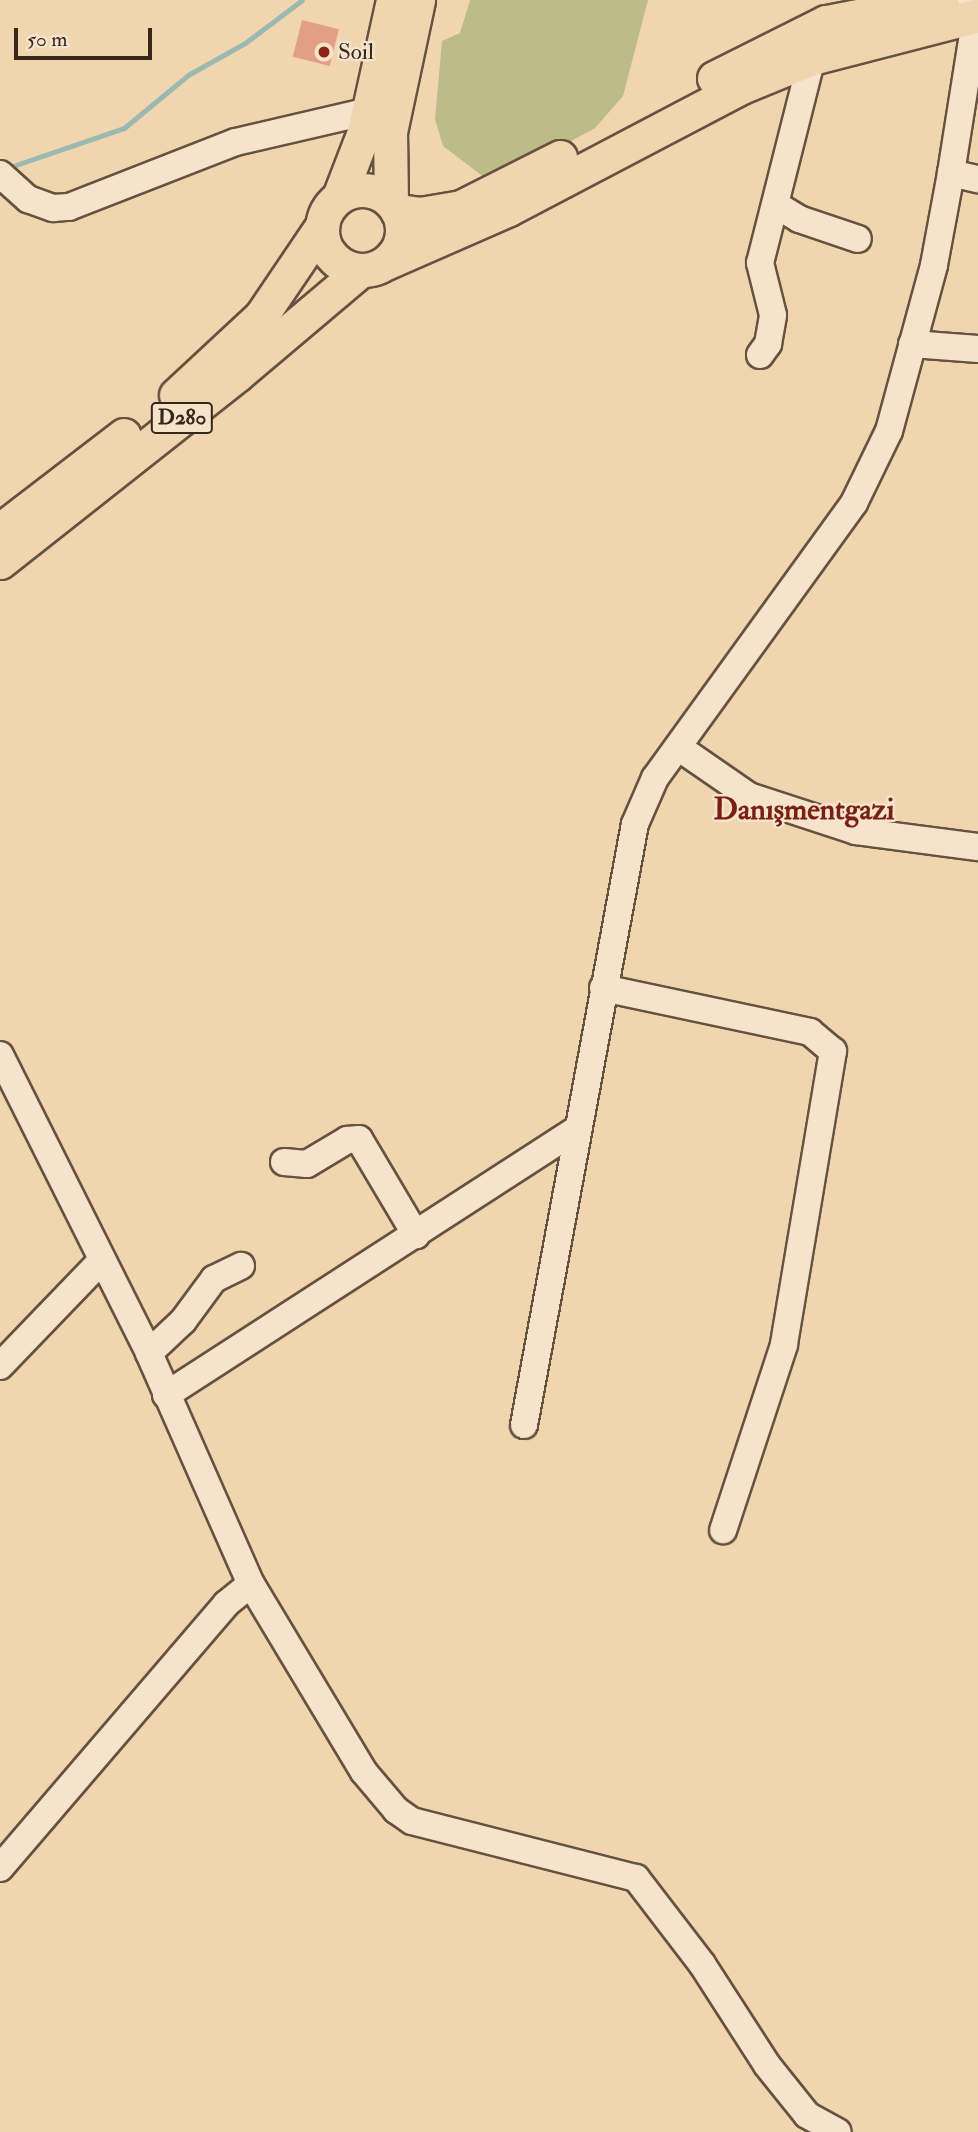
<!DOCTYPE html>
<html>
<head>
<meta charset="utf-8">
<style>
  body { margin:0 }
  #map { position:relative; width:978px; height:2132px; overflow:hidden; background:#f0d5af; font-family:"IM FELL Double Pica",serif }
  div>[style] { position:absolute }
  .green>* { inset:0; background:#bdbc88 }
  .stream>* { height:5px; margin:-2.5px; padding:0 2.5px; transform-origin:2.5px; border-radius:2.5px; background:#9bb8b1 }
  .building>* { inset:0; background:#e1a085; transform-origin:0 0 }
  .roads { filter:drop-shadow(2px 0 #655240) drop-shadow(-2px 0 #655240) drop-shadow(0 2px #655240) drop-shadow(0 -2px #655240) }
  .minor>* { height:26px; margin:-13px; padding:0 13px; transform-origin:13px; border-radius:13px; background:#f5e4cb }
  .major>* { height:33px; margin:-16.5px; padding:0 16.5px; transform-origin:16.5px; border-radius:16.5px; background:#f0d5af }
  .major>.ring { margin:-16.5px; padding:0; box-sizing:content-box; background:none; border:33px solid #f0d5af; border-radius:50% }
  .dots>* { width:19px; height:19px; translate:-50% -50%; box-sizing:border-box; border:4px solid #f5e4cb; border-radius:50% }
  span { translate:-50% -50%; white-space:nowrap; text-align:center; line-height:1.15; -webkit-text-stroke:5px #f5e4cb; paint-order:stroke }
  .shield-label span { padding:2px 5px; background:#f5e4cb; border:2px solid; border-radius:5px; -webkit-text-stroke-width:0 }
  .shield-label { font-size:21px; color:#37261b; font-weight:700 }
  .poi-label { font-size:23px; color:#37261b }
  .left { translate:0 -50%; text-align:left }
  .district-label { font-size:30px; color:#7a1f14; font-weight:700 }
  .scale { position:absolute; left:14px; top:28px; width:138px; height:32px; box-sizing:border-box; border:4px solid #37261b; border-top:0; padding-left:9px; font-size:21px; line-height:24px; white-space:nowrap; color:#37261b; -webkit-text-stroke:5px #f5e4cb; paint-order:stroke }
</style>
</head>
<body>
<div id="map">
  <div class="green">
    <i style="clip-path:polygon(470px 0,648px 0,623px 96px,595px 128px,533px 162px,485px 178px,443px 146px,435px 119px,442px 41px,460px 33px)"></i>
  </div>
  <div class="stream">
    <i style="left:7px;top:168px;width:124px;rotate:-18.9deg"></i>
    <i style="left:124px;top:128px;width:83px;rotate:-39.6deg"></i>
    <i style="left:188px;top:75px;width:65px;rotate:-29.3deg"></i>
    <i style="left:245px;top:43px;width:71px;rotate:-37deg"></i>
  </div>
  <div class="building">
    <i style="left:302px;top:20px;width:38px;height:38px;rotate:14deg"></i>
  </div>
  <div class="roads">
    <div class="minor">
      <i style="left:951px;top:173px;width:28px;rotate:13deg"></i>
      <i style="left:0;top:174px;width:38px;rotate:42deg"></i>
      <i style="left:28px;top:199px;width:27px;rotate:20deg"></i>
      <i style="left:53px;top:208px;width:16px;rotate:-4deg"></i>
      <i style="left:69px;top:207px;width:179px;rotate:-21.3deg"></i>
      <i style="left:236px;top:142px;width:137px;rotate:-13.1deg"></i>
      <i style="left:776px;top:205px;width:27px;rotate:31deg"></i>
      <i style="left:799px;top:219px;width:62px;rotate:18.7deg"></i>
      <i style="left:912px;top:344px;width:66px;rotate:4.3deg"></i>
      <i style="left:760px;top:355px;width:14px;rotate:-54deg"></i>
      <i style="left:768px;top:344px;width:29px;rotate:-80deg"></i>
      <i style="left:773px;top:315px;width:54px;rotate:-104deg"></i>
      <i style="left:760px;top:263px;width:211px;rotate:-75.8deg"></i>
      <i style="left:678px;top:747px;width:86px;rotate:34.6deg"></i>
      <i style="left:749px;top:796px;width:113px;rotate:18.1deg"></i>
      <i style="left:856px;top:831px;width:123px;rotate:7.5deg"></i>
      <i style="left:603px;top:988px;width:212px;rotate:12deg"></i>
      <i style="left:810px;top:1032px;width:30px;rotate:40deg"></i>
      <i style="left:833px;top:1051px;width:298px;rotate:99.5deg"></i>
      <i style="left:784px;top:1345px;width:195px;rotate:108.2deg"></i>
      <i style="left:0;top:1055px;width:333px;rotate:63.4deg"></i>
      <i style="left:149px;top:1353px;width:253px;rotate:66.2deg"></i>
      <i style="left:251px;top:1584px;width:219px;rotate:59deg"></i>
      <i style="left:364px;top:1772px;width:50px;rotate:49.9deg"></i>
      <i style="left:396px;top:1810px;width:19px;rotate:35deg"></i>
      <i style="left:412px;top:1821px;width:231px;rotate:14.3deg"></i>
      <i style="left:636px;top:1878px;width:108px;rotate:52.5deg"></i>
      <i style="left:702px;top:1964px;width:120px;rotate:57.2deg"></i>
      <i style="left:767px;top:2065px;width:64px;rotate:51.3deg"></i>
      <i style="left:807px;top:2115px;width:35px;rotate:29deg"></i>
      <i style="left:284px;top:1162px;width:23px;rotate:5deg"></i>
      <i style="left:307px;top:1164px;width:47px;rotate:-31deg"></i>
      <i style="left:347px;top:1140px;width:12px;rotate:-5deg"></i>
      <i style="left:359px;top:1139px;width:112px;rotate:59.3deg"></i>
      <i style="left:149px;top:1353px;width:47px;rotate:-43.3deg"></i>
      <i style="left:183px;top:1321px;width:52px;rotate:-53.6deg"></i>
      <i style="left:214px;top:1279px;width:30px;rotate:-26deg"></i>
      <i style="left:0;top:1366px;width:146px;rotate:-46.1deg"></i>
      <i style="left:166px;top:1395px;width:491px;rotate:-32.9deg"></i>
      <i style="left:524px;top:1425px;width:611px;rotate:-79.54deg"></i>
      <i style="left:635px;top:824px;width:50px;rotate:-66.5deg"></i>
      <i style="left:655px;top:778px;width:339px;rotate:-54.1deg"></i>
      <i style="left:854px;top:503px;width:80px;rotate:-64.1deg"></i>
      <i style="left:889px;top:431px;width:172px;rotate:-74.8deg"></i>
      <i style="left:934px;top:265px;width:94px;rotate:-79.5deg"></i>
      <i style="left:951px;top:173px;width:159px;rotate:-81deg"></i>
      <i style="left:976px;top:16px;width:17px;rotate:-111deg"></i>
      <i style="left:0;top:1868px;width:348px;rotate:-49.4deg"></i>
      <i style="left:226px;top:1604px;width:32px;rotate:-39deg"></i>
    </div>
    <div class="major">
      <i style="left:714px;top:78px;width:125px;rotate:-26.6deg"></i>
      <i style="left:826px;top:22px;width:117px;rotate:-10.8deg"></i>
      <i class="ring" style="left:322px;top:190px;width:47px;height:47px"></i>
      <i style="left:339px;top:197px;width:70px;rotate:-69deg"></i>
      <i style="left:364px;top:132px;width:135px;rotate:-77.6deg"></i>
      <i style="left:391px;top:202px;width:70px;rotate:-90.8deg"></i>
      <i style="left:390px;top:132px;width:135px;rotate:-78deg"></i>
      <i style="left:397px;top:211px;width:23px;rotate:7deg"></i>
      <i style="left:420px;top:214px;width:42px;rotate:-9.7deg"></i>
      <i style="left:461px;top:207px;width:111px;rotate:-26.8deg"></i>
      <i style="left:386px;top:263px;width:134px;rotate:-23.7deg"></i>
      <i style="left:509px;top:209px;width:260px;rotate:-27.7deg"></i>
      <i style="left:739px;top:88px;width:79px;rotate:-22.3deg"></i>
      <i style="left:812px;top:58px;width:171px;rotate:-14.5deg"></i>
      <i style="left:176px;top:395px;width:116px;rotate:-42.9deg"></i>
      <i style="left:261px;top:316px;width:109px;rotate:-55.9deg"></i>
      <i style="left:0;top:530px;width:156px;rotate:-37.5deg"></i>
      <i style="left:0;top:562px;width:303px;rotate:-38.3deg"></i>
      <i style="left:238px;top:374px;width:160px;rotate:-40.2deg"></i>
    </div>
  </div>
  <div class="dots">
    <i style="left:324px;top:52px;background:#8f2418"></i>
  </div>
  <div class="shield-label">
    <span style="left:182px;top:418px">D280</span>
  </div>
  <div class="poi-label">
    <span class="left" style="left:338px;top:52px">Soil</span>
  </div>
  <div class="district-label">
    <span style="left:804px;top:810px">Danışmentgazi</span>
  </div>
  <div class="scale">50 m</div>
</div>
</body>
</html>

· · · · ·

WORK INSTRUCTIONS: When pictures appear in the records above, leave them out and reproduce exactly each line from the first through the line containing "padding:2px 5px; background:#f5e4cb;", both included.

ANSWER TO THIS PROBLEM:
<!DOCTYPE html>
<html>
<head>
<meta charset="utf-8">
<style>
  body { margin:0 }
  #map { position:relative; width:978px; height:2132px; overflow:hidden; background:#f0d5af; font-family:"IM FELL Double Pica",serif }
  div>[style] { position:absolute }
  .green>* { inset:0; background:#bdbc88 }
  .stream>* { height:5px; margin:-2.5px; padding:0 2.5px; transform-origin:2.5px; border-radius:2.5px; background:#9bb8b1 }
  .building>* { inset:0; background:#e1a085; transform-origin:0 0 }
  .roads { filter:drop-shadow(2px 0 #655240) drop-shadow(-2px 0 #655240) drop-shadow(0 2px #655240) drop-shadow(0 -2px #655240) }
  .minor>* { height:26px; margin:-13px; padding:0 13px; transform-origin:13px; border-radius:13px; background:#f5e4cb }
  .major>* { height:33px; margin:-16.5px; padding:0 16.5px; transform-origin:16.5px; border-radius:16.5px; background:#f0d5af }
  .major>.ring { margin:-16.5px; padding:0; box-sizing:content-box; background:none; border:33px solid #f0d5af; border-radius:50% }
  .dots>* { width:19px; height:19px; translate:-50% -50%; box-sizing:border-box; border:4px solid #f5e4cb; border-radius:50% }
  span { translate:-50% -50%; white-space:nowrap; text-align:center; line-height:1.15; -webkit-text-stroke:5px #f5e4cb; paint-order:stroke }
  .shield-label span { padding:2px 5px; background:#f5e4cb; border:2px solid; border-radius:5px; -webkit-text-stroke-width:0 }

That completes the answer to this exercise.